C-Extensions allow you to write custom shared libraries in the C language.

Using C-Extensions, C functions implemented in shared libraries can be called from the Genero application code. This feature allows you to extend the language with custom libraries, or existing standard libraries, by writing some 'wrapper functions' to interface with the Genero language.

On regular platforms, C-Extensions are implemented with shared libraries, that are loaded by the fglrun program on demand.

Platforms such as iOS mobile devices do not allow you to load shared libraries. In this case, you must re-link the virtual machine. For more details, see Implementing C-Extensions for GMI.

Function parameters and returned values are passed/returned on the runtime stack, using pop/push functions.

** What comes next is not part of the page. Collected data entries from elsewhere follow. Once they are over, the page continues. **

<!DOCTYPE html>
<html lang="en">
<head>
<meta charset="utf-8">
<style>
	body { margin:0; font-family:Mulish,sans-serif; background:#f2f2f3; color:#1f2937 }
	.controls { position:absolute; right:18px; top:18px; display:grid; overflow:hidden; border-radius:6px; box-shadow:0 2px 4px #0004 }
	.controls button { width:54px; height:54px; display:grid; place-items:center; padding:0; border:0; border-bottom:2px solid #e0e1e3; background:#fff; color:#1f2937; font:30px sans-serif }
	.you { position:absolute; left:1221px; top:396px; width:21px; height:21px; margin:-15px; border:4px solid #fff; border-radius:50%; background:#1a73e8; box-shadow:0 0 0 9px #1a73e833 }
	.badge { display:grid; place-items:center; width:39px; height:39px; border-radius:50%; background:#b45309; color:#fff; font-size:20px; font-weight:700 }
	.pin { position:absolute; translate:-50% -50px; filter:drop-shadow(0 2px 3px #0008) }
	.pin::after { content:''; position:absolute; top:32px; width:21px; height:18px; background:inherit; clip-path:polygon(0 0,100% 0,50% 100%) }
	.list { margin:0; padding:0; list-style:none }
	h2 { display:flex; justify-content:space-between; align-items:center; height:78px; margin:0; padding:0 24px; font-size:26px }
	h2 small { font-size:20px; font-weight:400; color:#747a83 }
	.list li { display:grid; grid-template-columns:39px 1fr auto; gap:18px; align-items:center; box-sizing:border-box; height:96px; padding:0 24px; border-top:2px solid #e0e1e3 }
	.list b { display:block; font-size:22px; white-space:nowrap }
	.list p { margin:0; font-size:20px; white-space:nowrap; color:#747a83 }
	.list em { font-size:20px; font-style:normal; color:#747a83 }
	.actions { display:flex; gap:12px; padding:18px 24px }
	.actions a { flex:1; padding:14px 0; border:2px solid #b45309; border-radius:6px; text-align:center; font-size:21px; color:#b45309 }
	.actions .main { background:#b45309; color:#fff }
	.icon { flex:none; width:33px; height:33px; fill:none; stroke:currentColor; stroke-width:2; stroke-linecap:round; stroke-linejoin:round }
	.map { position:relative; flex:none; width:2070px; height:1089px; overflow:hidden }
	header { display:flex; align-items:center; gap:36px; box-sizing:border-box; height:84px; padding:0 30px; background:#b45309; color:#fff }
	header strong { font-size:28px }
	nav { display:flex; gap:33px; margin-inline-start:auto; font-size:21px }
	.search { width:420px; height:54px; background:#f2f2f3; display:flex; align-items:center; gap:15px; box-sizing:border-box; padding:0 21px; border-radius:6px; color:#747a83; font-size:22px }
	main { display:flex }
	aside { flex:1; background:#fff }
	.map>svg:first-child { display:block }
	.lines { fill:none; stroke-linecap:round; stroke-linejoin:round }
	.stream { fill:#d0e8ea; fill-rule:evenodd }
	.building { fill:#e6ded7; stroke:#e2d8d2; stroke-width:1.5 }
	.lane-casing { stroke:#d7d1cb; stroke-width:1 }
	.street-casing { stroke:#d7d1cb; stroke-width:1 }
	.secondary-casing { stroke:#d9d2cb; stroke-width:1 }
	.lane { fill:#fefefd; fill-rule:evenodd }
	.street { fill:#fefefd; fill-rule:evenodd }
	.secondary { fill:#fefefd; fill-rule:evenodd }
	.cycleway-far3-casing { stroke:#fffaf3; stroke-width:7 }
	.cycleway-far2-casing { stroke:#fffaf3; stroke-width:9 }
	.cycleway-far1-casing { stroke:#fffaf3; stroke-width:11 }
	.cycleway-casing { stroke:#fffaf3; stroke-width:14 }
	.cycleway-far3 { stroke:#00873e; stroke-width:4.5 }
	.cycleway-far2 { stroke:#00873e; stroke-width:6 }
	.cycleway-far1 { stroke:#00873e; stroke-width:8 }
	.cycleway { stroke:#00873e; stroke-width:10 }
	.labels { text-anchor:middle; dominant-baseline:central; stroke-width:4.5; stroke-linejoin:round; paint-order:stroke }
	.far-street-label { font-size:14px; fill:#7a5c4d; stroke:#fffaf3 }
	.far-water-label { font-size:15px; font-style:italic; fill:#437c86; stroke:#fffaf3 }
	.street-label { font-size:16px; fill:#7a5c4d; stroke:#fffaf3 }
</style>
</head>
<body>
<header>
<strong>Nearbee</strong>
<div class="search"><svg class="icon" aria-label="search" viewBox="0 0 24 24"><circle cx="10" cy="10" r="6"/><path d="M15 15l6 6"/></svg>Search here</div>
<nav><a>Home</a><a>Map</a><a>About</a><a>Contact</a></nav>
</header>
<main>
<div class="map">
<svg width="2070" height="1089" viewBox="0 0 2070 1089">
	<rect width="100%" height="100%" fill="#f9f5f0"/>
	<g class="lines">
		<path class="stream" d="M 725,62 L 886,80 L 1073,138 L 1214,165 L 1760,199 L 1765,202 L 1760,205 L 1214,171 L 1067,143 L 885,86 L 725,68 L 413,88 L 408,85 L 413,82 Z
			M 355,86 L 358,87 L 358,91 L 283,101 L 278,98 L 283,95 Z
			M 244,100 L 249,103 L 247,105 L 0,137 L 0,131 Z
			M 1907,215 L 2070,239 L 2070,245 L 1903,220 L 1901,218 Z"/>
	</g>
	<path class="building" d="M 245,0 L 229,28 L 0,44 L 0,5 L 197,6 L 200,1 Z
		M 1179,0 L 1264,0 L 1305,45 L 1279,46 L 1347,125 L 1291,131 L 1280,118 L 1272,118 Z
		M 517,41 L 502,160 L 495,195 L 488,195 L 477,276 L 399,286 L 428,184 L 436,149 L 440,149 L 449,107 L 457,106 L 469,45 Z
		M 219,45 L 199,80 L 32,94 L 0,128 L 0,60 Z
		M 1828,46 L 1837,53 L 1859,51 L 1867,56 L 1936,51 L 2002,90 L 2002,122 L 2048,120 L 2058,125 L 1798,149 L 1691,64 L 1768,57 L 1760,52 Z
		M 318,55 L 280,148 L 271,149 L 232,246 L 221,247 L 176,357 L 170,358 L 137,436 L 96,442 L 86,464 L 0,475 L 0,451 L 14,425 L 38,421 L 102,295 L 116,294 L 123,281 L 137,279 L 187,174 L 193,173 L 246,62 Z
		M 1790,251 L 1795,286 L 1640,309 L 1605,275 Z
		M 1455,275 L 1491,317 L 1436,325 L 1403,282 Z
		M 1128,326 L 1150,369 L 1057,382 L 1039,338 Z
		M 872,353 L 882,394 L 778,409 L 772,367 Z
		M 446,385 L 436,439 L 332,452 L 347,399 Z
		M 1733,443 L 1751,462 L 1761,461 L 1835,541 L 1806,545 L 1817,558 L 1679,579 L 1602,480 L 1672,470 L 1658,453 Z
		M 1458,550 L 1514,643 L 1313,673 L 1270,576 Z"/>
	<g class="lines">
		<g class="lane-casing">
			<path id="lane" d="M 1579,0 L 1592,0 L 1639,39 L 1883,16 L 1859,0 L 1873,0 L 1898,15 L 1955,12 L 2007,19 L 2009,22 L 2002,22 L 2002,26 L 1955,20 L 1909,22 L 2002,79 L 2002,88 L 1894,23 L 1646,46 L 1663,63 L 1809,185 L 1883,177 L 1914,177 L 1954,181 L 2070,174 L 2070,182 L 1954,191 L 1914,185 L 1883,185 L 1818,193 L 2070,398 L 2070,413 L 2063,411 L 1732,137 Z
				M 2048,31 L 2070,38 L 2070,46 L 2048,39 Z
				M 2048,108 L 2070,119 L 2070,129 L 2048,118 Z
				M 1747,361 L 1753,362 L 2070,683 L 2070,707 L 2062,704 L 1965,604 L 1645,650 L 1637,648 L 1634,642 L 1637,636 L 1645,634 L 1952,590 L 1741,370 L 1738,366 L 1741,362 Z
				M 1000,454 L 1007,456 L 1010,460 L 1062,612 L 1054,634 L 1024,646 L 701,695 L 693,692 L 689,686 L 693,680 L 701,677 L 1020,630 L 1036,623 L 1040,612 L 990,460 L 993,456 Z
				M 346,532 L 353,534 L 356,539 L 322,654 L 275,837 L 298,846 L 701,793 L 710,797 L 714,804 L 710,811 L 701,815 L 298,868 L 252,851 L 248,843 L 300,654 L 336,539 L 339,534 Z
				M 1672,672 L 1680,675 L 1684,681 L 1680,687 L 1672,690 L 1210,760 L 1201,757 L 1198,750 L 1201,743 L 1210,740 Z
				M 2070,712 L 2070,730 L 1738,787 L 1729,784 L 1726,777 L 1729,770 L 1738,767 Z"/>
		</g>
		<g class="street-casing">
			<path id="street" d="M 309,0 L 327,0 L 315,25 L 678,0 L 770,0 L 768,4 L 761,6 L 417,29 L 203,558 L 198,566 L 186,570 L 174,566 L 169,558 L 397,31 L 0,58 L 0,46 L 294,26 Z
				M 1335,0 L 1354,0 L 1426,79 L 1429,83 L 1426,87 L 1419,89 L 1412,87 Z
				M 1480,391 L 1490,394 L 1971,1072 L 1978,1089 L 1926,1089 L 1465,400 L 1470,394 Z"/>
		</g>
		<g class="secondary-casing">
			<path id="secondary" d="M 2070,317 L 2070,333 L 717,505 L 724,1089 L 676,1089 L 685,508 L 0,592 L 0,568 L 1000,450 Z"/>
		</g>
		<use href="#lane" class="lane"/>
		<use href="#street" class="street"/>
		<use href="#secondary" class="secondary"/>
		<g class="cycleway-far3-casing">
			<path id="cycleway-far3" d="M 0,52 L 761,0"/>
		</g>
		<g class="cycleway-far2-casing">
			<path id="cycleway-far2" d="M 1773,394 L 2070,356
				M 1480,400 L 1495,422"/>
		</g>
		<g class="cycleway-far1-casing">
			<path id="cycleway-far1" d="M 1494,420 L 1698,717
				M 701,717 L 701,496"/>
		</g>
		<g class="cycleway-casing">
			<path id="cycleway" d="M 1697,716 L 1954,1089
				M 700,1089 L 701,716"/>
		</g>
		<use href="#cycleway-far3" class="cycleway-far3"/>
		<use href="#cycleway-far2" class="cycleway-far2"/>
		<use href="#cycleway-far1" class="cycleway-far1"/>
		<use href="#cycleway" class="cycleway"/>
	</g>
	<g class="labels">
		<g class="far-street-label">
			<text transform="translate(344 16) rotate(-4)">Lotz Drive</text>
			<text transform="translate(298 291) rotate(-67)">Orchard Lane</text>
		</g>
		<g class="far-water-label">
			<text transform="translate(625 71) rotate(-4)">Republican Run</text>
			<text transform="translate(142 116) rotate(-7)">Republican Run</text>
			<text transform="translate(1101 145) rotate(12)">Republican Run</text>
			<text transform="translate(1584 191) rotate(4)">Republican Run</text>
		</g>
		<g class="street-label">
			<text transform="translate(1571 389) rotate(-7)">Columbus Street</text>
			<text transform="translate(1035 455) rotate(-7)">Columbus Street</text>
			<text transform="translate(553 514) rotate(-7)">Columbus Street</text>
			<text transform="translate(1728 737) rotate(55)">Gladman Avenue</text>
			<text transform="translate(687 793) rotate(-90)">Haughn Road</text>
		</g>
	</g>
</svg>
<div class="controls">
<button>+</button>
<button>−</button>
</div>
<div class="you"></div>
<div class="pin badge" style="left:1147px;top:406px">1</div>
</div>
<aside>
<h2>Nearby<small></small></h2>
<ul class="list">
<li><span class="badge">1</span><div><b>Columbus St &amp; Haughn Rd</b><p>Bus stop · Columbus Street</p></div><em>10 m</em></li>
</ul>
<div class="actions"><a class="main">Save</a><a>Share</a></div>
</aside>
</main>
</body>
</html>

Be sure to pop and push the exact number of parameters/returns expected by the caller; otherwise, a fatal stack error will be raised at runtime.

In order to use a C-Extension in your program, you typically specify the library name with the IMPORT instruction at the beginning of the module calling the C-Extension functions. The compiler can then check for the existence of the functions and the library will be automatically loaded at runtime.

The C code written in C-Extensions is usually platform specific, which does not ease the migration of your application to a different operating system, especially when doing a lot of system calls. Additionally, C data types are defined differently depending on the processor architecture (32 / 64 bits issues). This can also be an issue.

Make sure that the functions defined in your C-Extensions do not conflict with program functions. In case of conflict, you will get a compiler or a runtime error, depending on the loading technique used.